**Directions for this task**
I would like the number of lines in the data that contain the word "rows". Please give that number alone.

**Data records**
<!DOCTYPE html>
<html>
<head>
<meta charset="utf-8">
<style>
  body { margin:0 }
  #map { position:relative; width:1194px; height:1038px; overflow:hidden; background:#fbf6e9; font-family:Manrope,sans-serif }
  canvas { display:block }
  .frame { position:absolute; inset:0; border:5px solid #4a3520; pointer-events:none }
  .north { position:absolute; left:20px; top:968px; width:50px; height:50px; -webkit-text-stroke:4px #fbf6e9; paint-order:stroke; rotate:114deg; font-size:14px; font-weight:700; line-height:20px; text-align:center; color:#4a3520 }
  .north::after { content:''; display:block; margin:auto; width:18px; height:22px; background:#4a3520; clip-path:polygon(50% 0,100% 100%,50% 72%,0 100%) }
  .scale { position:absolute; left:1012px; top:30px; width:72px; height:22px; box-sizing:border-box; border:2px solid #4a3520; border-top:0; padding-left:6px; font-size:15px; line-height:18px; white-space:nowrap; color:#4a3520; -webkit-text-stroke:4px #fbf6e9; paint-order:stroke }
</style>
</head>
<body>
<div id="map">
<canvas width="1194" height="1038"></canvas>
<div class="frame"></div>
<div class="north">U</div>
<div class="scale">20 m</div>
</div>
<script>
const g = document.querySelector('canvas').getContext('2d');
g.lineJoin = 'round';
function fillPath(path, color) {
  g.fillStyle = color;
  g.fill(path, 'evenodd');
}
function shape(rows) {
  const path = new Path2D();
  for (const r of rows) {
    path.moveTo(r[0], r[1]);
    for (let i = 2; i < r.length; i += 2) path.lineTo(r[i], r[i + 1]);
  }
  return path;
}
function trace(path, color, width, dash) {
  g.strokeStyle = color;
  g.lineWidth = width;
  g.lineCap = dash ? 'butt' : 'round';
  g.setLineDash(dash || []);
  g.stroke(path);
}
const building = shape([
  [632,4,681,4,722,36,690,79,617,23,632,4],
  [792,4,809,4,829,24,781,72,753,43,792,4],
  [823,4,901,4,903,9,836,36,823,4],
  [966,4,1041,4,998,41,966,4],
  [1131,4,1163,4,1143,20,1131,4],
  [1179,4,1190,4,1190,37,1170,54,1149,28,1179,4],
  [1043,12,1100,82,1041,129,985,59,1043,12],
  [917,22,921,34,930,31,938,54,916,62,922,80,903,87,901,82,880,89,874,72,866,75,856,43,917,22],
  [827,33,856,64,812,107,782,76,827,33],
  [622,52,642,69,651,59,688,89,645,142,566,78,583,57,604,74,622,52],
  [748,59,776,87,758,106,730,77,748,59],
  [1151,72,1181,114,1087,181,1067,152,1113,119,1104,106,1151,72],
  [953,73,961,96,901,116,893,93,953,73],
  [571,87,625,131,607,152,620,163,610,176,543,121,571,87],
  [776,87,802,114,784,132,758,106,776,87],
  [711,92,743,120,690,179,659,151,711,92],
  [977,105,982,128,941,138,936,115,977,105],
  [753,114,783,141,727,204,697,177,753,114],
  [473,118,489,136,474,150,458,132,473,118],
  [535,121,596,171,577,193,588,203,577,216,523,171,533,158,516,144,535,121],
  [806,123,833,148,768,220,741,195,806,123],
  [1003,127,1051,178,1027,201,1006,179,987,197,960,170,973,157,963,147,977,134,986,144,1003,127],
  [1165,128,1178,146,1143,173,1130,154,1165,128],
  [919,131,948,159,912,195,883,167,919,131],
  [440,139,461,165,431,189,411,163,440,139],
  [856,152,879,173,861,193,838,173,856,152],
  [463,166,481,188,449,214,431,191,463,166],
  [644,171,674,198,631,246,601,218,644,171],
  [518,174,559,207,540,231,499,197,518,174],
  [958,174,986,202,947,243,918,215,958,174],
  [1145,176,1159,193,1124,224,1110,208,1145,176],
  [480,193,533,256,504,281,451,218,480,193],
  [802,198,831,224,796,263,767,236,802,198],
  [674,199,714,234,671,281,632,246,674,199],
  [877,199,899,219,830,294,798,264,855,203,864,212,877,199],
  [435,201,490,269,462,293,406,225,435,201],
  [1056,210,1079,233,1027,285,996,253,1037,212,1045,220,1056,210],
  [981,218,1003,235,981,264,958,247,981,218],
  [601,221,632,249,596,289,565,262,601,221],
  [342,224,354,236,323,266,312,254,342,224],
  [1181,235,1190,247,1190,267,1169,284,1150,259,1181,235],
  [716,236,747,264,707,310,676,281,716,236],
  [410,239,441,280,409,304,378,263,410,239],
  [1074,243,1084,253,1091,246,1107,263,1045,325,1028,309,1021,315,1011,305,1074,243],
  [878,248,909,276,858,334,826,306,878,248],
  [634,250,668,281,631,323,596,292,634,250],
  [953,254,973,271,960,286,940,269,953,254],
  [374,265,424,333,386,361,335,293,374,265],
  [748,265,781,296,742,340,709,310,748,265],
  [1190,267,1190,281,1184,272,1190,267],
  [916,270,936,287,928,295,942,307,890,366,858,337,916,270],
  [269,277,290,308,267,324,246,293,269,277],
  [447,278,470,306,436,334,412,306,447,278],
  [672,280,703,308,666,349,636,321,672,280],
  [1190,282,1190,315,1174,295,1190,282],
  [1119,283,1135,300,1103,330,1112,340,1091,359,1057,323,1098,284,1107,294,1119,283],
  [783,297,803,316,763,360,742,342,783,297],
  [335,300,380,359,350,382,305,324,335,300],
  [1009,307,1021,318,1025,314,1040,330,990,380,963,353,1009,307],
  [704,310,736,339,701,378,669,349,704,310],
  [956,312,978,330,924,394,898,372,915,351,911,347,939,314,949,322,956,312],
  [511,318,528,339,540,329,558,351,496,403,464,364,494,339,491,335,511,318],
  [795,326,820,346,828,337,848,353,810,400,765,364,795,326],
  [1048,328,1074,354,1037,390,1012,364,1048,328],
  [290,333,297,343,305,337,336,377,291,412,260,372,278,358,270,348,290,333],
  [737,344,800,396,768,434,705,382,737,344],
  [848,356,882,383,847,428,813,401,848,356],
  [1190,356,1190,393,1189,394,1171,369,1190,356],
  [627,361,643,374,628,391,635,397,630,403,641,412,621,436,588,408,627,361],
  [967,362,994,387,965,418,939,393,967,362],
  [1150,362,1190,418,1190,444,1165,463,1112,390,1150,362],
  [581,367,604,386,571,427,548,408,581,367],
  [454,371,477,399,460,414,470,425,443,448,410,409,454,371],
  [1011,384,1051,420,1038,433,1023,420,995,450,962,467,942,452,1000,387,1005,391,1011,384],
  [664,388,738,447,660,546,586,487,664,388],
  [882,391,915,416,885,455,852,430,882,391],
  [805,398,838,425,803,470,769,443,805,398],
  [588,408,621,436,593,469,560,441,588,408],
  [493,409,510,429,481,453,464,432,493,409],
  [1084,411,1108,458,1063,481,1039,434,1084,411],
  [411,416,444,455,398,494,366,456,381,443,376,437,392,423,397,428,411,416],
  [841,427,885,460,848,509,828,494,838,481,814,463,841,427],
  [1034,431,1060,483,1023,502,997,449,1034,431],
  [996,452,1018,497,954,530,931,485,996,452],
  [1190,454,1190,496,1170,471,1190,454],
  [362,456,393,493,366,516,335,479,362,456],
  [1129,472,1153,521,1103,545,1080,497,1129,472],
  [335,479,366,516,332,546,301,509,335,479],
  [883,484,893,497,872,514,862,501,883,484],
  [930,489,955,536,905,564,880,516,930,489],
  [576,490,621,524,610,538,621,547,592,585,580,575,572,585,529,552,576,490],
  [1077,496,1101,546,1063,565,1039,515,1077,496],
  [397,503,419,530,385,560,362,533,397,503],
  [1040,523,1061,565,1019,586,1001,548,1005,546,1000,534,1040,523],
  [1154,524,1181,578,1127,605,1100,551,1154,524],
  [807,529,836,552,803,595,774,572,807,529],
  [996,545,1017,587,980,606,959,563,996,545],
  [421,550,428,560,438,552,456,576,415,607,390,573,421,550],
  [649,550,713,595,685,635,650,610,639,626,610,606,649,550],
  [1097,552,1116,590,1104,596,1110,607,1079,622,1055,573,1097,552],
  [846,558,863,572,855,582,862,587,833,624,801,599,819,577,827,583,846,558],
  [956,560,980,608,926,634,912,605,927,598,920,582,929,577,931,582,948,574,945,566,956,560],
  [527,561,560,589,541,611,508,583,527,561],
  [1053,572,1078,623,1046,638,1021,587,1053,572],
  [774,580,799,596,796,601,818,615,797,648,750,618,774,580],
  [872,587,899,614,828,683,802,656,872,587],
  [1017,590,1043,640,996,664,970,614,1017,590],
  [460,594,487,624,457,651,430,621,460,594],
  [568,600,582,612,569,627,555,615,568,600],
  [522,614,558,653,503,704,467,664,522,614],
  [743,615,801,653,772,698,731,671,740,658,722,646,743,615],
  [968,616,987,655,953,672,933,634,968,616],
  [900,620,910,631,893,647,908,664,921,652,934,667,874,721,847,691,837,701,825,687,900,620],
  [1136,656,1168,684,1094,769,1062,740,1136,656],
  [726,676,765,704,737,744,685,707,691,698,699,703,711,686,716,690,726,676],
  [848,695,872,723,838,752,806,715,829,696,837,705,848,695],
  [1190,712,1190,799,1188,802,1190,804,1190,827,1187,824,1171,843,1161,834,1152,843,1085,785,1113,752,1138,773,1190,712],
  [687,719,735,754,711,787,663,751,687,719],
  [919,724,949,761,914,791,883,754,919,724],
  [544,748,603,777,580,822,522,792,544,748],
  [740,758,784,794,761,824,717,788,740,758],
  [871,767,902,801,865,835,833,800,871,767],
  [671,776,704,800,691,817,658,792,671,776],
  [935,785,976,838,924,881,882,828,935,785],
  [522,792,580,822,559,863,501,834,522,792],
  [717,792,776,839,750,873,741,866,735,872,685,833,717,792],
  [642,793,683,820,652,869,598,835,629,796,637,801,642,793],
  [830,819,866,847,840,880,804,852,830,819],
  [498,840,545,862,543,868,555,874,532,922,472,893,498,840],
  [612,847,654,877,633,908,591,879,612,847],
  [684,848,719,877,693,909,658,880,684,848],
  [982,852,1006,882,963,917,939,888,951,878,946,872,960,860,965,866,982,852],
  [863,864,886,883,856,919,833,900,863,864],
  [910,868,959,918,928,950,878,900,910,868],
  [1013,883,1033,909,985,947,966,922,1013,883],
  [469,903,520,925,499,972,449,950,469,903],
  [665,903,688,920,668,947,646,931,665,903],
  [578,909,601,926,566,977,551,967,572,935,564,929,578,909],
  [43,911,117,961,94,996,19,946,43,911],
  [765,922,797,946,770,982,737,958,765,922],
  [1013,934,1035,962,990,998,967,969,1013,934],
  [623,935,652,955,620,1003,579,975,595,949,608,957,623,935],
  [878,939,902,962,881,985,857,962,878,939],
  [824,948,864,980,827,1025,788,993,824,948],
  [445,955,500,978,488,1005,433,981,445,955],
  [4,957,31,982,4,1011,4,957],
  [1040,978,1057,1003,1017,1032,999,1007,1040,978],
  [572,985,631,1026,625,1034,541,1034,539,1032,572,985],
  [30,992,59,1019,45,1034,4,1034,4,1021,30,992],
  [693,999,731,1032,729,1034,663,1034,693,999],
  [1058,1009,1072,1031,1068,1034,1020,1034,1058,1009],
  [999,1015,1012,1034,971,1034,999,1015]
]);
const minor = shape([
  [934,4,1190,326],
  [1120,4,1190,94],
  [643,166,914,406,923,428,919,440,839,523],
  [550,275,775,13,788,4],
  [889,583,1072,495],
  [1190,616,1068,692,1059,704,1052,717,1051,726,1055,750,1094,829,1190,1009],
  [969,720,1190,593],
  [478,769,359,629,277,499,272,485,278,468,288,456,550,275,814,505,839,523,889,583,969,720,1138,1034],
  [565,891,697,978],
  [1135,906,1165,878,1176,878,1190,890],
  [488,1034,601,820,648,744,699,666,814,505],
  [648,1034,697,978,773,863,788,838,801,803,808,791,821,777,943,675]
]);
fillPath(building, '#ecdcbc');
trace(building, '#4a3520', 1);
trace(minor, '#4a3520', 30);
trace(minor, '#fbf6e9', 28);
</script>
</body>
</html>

**Exercise solution**
2